Where to Fly, What to Send: Communication-Aware Aerial Support for Ground Robots
Harshil Suthar, Dipankar Maity
TL;DR
The paper tackles coordinated exploration and communication in a multi-robot system where a single UAV assists multiple UGVs in an unknown, bandwidth-limited environment. It introduces a Value-of-Information (VoI) framework to select task-relevant map data for transmission, coupled with a MILP-based bandwidth allocation to distribute limited communication resources among seekers. A utility-driven exploration strategy guides the UAV's data gathering, balancing information value with exploration costs. Simulation results demonstrate substantial reductions in data transmission while maintaining or improving navigation performance, highlighting the framework's practical potential for communication-aware aerial support in real-world missions.
Abstract
In this work we consider a multi-robot team operating in an unknown environment where one aerial agent is tasked to map the environment and transmit (a portion of) the mapped environment to a group of ground agents that are trying to reach their goals.
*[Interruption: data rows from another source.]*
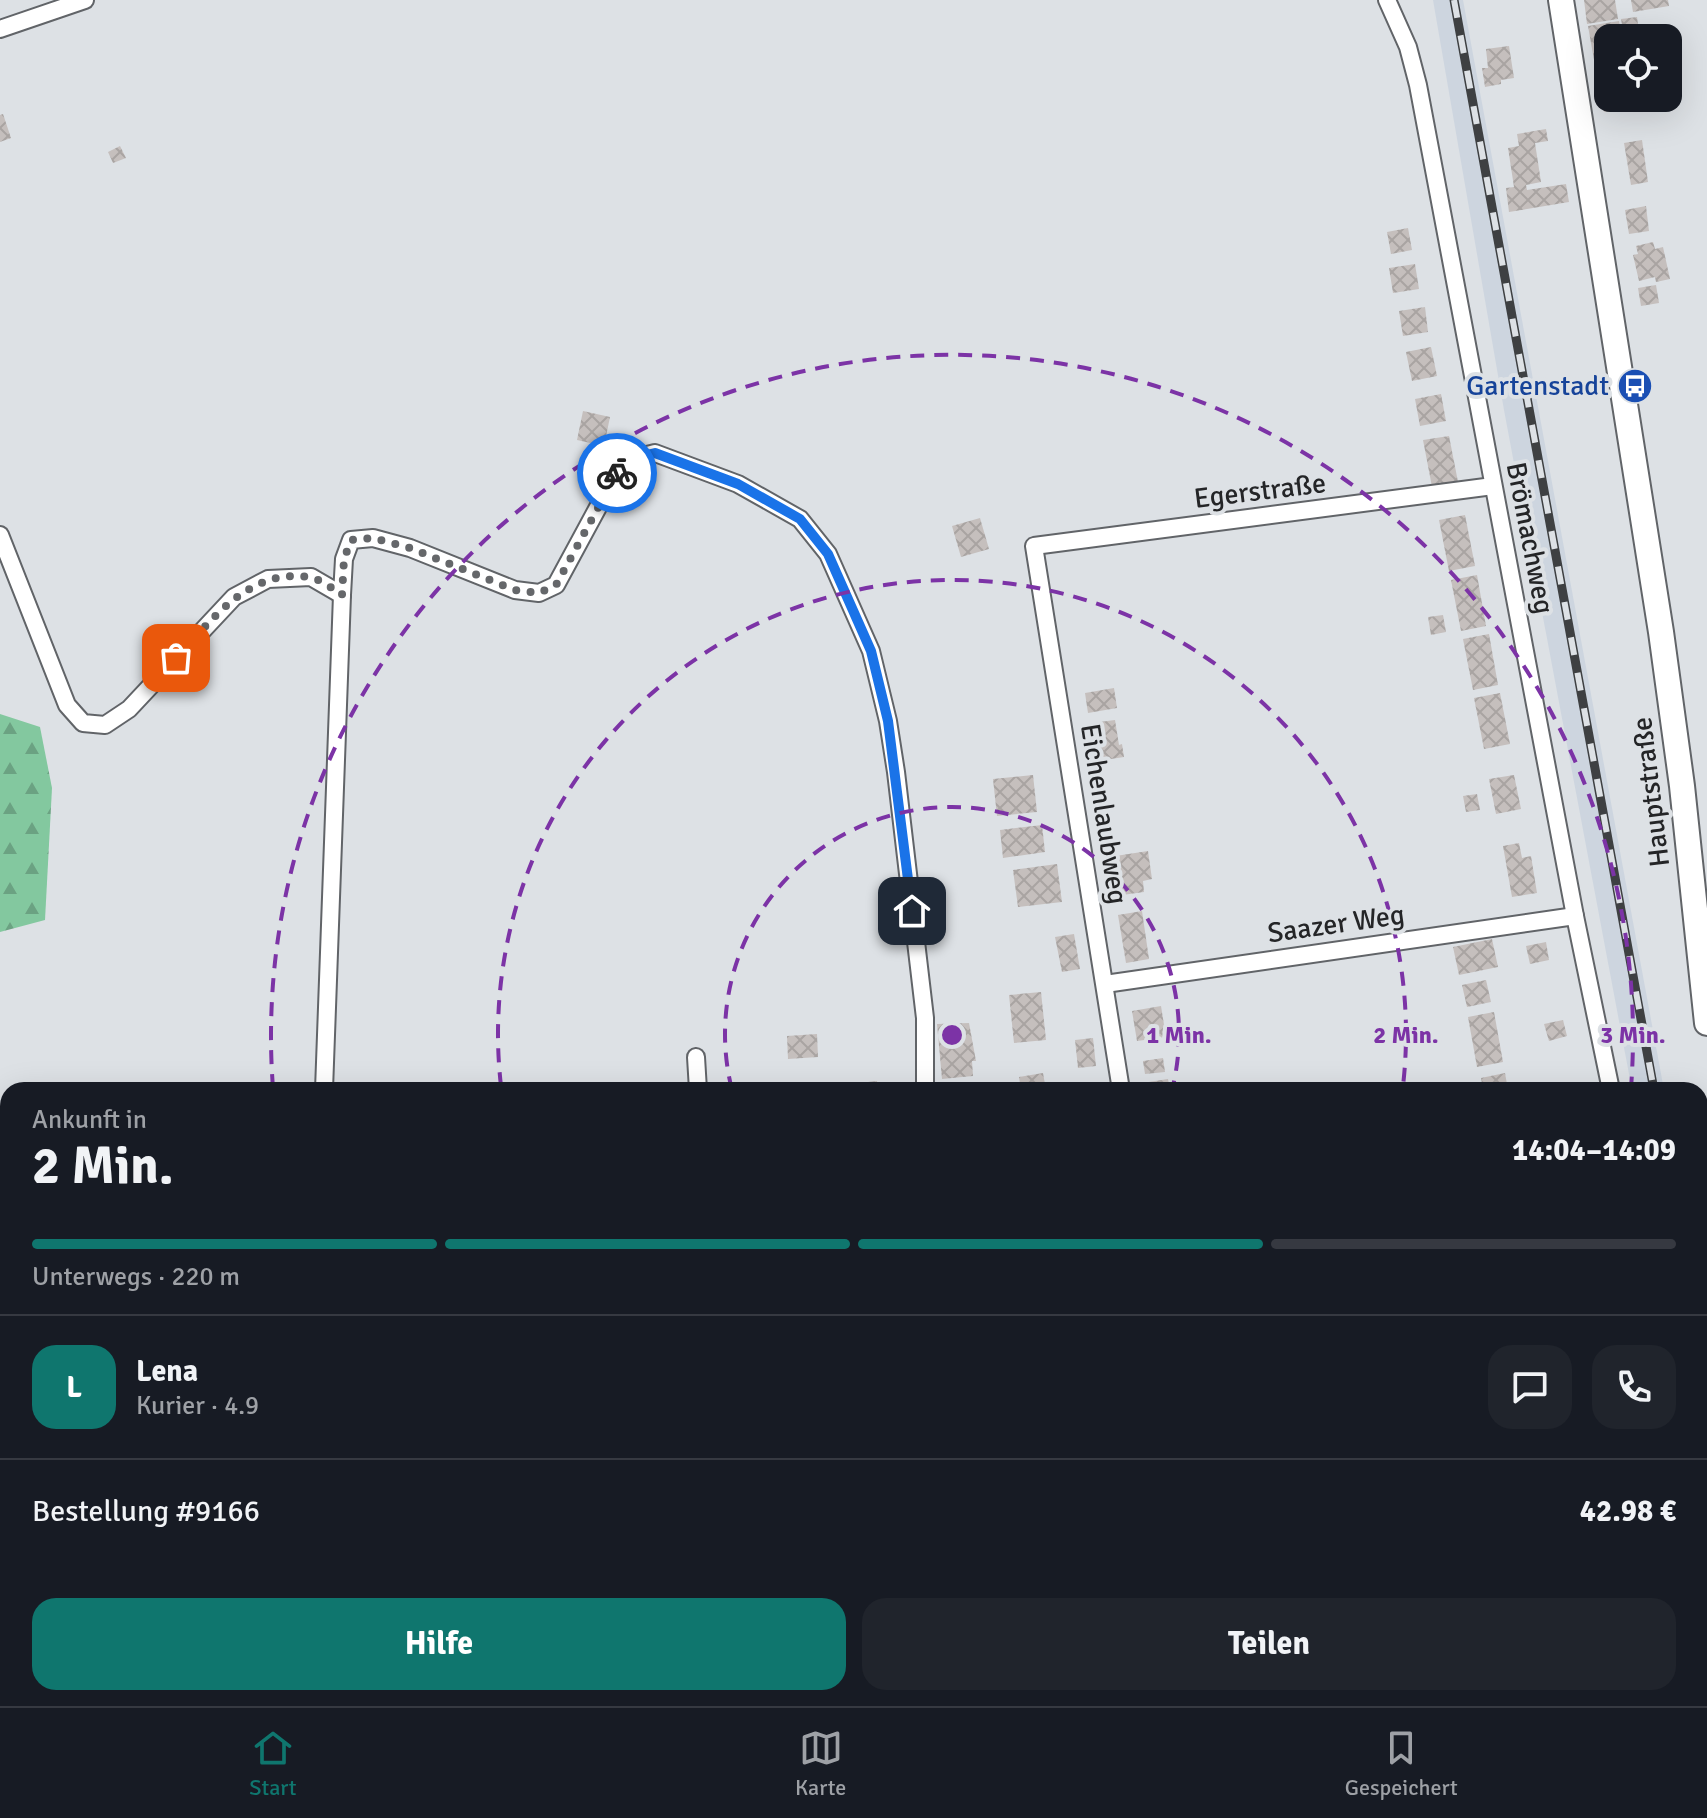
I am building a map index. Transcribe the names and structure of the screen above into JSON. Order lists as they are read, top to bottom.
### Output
{
  "streets": {
    "street": [
      "Egerstraße",
      "Brömachweg",
      "Hauptstraße",
      "Eichenlaubweg",
      "Saazer Weg"
    ]
  },
  "crossings": [
    ["Egerstraße", "Brömachweg"],
    ["Egerstraße", "Eichenlaubweg"],
    ["Brömachweg", "Saazer Weg"],
    ["Eichenlaubweg", "Saazer Weg"]
  ],
  "places": {
    "bus stop": ["Gartenstadt"]
  },
  "page": {
    "heading": ["2 Min.", "Ankunft in", "14:04–14:09"],
    "panel": [
      "Lena",
      "Kurier · 4.9",
      "Bestellung #9166",
      "42.98 €"
    ],
    "bar": "Unterwegs · 220 m",
    "round": "L",
    "buttons": ["Hilfe", "Teilen"],
    "tabs": ["Start", "Karte", "Gespeichert"]
  },
  "rings": ["1 Min.", "2 Min.", "3 Min."]
}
The entire operation takes place over a bandwidth-limited communication channel, which motivates the problem of determining what and how much information the assisting agent should transmit and when while simultaneously performing exploration/mapping. The proposed framework enables the assisting aerial agent to decide what information to transmit based on the Value-of-Information (VoI), how much to transmit using a Mixed-Integer Linear Programming (MILP), and how to acquire additional information through an utility score-based environment exploration strategy. We perform a communication-motion trade-off analysis between the total amount of map data communicated by the aerial agent and the navigation cost incurred by the ground agents.